═══ SOURCE INFORMATION

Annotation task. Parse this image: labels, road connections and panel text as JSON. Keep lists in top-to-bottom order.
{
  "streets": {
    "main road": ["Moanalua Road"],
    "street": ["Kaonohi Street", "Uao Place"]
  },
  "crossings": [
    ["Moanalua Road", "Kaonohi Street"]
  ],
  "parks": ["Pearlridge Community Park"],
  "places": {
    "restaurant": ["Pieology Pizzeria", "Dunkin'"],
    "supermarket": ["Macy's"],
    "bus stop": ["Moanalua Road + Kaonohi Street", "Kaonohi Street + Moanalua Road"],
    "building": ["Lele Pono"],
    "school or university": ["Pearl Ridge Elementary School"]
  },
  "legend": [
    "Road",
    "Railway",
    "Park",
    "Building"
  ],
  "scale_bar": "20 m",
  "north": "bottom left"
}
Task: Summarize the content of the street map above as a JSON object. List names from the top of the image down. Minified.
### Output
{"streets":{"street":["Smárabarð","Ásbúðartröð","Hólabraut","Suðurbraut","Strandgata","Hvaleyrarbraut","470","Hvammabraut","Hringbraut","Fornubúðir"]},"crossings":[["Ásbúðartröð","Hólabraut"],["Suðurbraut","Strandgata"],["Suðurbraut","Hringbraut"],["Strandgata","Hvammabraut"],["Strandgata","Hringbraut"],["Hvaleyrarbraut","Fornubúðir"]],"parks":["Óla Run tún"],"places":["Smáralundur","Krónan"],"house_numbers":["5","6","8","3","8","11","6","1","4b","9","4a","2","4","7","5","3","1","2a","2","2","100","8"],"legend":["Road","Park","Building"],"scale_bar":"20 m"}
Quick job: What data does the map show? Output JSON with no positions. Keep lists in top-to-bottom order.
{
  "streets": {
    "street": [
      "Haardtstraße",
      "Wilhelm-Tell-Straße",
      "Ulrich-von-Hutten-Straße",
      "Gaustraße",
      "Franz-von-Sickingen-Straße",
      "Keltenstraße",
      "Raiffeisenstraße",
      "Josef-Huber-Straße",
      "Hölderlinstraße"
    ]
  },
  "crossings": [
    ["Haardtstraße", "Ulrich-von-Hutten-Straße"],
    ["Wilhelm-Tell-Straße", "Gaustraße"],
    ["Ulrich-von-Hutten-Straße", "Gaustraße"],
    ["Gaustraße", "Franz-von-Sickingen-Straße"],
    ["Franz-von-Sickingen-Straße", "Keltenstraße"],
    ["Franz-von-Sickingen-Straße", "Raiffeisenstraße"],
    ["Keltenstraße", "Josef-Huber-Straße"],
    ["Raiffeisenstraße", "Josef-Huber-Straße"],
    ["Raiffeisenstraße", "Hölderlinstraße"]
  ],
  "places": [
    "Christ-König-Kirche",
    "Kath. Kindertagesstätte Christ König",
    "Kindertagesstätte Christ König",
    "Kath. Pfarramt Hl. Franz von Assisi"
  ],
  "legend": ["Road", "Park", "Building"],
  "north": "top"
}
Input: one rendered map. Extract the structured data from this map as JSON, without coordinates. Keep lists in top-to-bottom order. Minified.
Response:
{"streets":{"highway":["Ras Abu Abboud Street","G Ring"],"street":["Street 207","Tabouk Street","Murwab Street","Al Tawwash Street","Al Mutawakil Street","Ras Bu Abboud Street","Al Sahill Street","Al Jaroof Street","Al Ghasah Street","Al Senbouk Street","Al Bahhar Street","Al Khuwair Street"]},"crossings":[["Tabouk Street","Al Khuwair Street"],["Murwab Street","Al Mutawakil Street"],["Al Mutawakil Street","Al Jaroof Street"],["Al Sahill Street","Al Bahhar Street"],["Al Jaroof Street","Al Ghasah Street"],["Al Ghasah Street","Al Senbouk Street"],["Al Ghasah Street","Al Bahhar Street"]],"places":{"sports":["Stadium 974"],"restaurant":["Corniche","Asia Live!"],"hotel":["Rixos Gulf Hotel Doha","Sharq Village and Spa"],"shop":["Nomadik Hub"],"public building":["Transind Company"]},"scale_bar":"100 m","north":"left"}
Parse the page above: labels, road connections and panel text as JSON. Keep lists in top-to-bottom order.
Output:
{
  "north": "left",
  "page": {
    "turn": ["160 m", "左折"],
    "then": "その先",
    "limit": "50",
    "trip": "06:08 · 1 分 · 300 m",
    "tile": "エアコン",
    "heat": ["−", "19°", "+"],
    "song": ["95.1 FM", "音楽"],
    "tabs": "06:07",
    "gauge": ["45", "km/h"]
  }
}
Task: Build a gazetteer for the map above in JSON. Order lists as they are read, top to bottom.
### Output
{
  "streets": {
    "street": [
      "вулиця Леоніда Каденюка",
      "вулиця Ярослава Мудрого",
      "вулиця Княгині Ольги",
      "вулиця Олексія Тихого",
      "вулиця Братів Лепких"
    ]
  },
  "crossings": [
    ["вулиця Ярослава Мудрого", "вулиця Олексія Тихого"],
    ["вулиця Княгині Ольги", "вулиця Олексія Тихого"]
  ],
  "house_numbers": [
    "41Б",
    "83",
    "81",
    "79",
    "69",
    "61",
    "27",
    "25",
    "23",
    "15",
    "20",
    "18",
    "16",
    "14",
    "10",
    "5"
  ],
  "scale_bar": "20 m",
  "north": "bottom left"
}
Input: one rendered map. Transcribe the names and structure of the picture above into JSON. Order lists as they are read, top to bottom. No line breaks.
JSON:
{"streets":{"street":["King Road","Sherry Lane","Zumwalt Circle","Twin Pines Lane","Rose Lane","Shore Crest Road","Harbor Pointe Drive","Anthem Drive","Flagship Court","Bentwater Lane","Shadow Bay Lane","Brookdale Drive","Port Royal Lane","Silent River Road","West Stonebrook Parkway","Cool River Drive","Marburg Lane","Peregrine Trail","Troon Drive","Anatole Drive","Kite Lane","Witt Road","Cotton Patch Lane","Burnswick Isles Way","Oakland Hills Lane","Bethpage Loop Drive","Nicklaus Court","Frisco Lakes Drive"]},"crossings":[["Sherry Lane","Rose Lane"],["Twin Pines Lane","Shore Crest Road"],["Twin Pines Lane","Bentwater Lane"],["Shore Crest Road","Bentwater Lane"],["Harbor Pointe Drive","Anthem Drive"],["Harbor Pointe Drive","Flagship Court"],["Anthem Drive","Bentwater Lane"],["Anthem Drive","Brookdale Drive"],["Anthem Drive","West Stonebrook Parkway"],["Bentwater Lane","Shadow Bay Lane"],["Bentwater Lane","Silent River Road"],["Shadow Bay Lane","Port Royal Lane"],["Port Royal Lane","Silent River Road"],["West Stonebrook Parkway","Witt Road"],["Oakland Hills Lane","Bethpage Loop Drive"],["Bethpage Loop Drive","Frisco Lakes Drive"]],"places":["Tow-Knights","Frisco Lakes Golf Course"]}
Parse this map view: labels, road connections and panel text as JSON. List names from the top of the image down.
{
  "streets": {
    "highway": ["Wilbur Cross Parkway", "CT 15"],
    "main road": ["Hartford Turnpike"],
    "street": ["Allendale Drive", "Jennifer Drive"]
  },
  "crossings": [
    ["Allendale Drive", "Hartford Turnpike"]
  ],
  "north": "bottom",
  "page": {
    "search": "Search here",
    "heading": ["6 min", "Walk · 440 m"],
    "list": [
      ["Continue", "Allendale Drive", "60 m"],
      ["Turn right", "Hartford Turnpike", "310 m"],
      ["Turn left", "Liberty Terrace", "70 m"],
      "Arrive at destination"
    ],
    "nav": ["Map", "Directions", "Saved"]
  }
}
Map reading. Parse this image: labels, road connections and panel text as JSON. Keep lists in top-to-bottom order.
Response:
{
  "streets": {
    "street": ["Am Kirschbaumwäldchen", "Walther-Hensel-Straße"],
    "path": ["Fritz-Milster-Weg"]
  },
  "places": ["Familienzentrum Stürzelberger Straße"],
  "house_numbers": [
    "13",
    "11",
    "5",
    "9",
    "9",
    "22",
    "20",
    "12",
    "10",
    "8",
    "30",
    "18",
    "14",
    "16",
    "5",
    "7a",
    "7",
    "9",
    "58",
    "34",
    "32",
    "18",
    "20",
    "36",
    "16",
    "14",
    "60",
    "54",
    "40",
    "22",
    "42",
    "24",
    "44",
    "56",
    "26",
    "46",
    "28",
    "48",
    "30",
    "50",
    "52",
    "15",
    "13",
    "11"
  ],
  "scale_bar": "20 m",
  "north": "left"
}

══════

• [TASK STATEMENT]
For this exercise, work out how many lines in the material include "above", and give only the number.

• [EXERCISE RESULT]
4